Migrating from PySpark to Snowpark Python Series — Part 2

Dated: July 2022

Contributors: Naveen Alan ,Prathamesh Nimkar, Ritabratasaha, Eda Johnson,Su Dogra, Chinmayee Lakkad, Vikash Kumar,Venkat Sekar

Overview

During the Snowflake Summit 2022, Snowflake announced a new developer experience called Snowpark for Python for public preview. In the first part of the series, you have learnt how easily you can get started with migrating the code written in PySpark to Snowpark Python.

If you have missed the first blog of the series, we recommend going through that one before this as the contents in this blog is the continuation of the first one and the first one is interesting as this one too.(Trust me!)

Now, as promised in the first part of this series, in this second part we have come up with how different types of functions (User-Defined Functions, User-Defined Table Functions) can be migrated from PySpark to Snowpark and also we will cover the core function parity between PySpark and Snowpark for Python.

Image by Author — Topics Covered

Please note, we are providing an exhaustive live mapping document with all the PySpark DataFrame API (Spark 3.2.1) (at the time of writing this article July 2022) and its equivalent functions in Snowpark for Python. This can be a great reference document for use during your migration journey to Snowpark, which as a framework brings your code to where you need it — closer to your data (which when seen from the governance lens, is quite important!).

We have included code snippets for each API to help show you their usage within Snowflake. Please also note that this document is up-to-date with the latest version of Snowpark for Python (v0.7.0) available for preview.

Since Snowpark for Python is in public preview, you may find a few functions from the open source PySpark framework that are not supported in Snowpark for Python as of today. In the mapping document we have included code blocks wherever possible as a workaround for the functions which are not supported yet. These alternatives present one of the many ways through which the functionality can be implemented without being confined to a single way of implementing business logic.

Please note, this blog assumes you understand the core Snowpark for Python and have tried developing with Snowpark, if not (Don’t worry) here is the link to a quick start guide that will help you get started with this great feature.

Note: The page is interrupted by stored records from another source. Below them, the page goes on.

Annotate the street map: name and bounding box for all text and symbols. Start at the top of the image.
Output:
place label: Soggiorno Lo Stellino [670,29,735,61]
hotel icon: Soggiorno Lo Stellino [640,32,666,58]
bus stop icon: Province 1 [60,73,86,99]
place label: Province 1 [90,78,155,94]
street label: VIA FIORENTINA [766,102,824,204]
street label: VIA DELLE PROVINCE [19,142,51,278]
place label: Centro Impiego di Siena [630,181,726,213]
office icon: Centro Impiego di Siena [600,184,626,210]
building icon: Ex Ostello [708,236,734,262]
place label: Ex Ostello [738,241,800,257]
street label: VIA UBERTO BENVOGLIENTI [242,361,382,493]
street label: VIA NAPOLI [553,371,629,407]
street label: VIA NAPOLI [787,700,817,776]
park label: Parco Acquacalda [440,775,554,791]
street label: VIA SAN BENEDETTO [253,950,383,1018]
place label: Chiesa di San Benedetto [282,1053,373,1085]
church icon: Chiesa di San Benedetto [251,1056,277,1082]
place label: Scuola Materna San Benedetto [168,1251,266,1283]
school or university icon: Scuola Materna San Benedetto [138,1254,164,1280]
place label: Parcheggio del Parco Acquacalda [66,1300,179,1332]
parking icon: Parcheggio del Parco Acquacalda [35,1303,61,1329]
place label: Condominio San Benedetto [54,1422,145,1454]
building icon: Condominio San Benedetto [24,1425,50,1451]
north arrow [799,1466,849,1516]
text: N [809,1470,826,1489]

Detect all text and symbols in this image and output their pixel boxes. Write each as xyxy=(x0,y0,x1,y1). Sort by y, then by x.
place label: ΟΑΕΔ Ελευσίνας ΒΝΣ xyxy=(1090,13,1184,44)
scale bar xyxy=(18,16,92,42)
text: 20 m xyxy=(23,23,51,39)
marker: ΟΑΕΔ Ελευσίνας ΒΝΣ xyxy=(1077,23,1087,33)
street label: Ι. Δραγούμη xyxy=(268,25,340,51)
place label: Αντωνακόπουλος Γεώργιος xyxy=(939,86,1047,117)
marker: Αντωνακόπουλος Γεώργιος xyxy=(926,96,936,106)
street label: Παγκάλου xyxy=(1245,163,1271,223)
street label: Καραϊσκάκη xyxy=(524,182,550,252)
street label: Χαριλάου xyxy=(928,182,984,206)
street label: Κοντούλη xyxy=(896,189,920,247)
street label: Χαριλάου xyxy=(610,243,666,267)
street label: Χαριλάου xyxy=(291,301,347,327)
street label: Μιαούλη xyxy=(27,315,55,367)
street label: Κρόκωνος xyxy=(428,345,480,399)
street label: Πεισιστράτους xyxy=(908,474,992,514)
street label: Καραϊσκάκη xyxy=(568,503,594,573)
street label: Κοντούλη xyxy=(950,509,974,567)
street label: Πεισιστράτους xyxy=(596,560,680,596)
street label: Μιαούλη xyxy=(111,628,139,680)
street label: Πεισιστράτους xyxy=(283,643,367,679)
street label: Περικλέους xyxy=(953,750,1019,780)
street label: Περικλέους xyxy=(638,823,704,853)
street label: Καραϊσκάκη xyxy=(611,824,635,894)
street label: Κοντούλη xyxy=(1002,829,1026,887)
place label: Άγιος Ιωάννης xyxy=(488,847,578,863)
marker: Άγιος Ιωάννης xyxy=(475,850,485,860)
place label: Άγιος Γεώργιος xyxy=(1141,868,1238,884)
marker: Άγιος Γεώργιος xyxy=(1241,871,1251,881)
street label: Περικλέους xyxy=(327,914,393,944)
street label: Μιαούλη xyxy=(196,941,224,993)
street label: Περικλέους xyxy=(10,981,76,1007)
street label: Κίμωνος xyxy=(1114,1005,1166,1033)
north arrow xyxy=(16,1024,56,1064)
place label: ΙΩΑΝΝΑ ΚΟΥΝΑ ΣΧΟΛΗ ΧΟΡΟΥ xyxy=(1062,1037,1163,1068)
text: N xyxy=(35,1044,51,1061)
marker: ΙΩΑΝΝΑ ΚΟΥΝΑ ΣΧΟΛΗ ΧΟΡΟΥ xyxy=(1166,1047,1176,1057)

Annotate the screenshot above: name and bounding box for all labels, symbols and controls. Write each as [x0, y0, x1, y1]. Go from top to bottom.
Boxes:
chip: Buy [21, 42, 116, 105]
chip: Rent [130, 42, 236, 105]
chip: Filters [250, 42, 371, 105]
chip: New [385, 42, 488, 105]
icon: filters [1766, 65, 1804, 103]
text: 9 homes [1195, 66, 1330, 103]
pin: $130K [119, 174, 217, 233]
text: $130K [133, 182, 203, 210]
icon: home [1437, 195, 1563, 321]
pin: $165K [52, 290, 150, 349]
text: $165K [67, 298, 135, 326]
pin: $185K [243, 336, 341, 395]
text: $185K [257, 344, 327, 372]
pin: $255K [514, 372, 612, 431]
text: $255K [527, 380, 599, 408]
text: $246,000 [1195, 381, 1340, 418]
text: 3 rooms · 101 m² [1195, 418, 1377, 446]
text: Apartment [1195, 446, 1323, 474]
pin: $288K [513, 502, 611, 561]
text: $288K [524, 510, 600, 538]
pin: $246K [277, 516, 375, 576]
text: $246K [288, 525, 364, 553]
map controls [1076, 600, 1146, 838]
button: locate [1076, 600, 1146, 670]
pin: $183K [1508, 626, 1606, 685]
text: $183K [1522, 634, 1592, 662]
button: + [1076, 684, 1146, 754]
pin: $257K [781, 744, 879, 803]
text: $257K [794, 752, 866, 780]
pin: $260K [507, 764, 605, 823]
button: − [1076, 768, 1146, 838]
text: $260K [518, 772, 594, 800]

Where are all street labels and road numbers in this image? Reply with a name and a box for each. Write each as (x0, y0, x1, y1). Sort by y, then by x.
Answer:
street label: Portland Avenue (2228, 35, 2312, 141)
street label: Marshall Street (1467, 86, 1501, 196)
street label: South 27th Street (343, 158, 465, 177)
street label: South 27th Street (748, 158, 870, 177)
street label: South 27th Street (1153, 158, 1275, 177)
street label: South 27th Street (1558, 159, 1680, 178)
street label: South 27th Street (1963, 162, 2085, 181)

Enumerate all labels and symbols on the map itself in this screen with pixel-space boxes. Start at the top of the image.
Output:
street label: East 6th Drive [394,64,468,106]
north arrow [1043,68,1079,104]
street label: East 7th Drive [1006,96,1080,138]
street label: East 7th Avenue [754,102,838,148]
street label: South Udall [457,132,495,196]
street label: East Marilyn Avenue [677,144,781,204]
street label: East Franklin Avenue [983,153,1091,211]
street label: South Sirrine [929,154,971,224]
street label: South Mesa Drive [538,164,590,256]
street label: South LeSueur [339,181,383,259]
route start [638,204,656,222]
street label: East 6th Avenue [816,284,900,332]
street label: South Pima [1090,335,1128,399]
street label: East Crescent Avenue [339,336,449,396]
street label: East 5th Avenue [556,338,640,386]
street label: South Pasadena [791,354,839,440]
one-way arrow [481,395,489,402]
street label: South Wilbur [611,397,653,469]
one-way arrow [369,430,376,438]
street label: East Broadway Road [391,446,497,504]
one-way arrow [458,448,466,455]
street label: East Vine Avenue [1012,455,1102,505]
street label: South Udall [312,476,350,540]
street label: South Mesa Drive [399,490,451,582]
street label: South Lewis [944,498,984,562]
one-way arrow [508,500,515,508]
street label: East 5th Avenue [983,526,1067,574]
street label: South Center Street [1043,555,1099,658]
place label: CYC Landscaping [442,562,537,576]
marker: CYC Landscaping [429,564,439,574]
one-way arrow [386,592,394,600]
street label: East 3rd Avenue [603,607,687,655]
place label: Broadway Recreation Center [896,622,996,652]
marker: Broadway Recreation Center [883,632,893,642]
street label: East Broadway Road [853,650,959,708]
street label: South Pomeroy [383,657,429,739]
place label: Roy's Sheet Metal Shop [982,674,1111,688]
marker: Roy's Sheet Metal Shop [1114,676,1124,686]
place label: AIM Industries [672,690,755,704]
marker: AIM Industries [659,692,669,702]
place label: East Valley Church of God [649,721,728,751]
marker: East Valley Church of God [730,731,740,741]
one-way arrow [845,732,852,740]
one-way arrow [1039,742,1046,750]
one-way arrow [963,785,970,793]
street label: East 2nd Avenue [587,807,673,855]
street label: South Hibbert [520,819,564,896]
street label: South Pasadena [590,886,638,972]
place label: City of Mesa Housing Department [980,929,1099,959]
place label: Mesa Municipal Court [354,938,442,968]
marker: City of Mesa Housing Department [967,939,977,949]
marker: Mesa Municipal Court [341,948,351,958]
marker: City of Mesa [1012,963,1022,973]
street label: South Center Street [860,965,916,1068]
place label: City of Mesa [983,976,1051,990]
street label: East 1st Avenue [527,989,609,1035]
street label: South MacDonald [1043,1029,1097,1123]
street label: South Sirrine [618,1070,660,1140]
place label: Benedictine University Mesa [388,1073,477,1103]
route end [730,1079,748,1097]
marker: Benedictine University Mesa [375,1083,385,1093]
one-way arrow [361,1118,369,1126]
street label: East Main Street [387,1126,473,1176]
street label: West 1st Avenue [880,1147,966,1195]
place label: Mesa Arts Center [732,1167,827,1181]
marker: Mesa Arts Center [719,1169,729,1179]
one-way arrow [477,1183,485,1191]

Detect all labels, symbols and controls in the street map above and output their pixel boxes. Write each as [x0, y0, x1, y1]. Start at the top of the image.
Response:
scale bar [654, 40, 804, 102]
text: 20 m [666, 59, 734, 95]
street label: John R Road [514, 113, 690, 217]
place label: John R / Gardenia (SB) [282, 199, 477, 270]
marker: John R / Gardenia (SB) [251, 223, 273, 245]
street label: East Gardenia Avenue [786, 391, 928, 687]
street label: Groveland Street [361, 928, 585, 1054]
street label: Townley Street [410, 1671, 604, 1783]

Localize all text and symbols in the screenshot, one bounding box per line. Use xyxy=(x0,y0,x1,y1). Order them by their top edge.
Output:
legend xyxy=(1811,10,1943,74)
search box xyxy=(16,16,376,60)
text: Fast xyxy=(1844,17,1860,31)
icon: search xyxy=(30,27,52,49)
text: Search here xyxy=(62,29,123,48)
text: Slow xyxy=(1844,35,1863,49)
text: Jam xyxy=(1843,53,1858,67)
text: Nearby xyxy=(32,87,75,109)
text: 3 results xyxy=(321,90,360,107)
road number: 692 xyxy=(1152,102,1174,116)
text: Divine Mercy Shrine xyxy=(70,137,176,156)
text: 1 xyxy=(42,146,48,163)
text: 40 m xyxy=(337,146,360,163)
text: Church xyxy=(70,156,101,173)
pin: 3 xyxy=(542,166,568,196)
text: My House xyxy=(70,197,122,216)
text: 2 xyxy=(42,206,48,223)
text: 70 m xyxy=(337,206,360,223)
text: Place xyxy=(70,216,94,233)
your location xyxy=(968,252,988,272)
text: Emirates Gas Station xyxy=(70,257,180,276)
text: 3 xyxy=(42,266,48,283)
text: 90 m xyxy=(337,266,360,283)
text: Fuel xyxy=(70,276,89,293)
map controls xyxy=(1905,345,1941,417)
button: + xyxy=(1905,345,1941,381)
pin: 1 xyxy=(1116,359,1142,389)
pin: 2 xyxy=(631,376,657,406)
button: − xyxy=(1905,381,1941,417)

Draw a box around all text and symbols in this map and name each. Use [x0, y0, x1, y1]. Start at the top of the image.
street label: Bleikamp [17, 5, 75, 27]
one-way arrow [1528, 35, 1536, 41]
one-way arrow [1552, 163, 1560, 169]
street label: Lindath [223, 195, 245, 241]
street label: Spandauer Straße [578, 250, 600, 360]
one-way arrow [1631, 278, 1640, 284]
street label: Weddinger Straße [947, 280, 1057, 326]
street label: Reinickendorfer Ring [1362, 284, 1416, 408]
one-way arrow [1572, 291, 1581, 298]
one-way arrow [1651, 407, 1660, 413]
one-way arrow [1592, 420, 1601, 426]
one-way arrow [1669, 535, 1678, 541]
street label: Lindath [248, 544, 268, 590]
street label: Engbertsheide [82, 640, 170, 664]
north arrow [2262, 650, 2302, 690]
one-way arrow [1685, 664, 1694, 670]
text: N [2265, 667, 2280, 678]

You can also find the Snowpark for Python converted code for multiple Spark based notebooks here. Please note we will be adding more examples for different use-cases overtime, so be sure to bookmark this resource as well

User Defined Function Types

From an extensibility perspective, Snowpark, like PySpark, also supports the ability to write custom functions — User Defined Function (UDF), User Defined Table generating Function (UDTF).

  • UDFs — UDFs operate on a single row and produce a single row as output.
  • UDTFs — UDTFs operate on single rows and produce multiple rows as output.

Following sections show how each of these function types in PySpark can be migrated into Snowpark Python.

UDFs

In this section you will learn how to create UDF in PySpark and Snowpark and how to use them on DataFrame columns. Constructs for creating UDF in both PySpark and Snowpark Python are similar as shown in below.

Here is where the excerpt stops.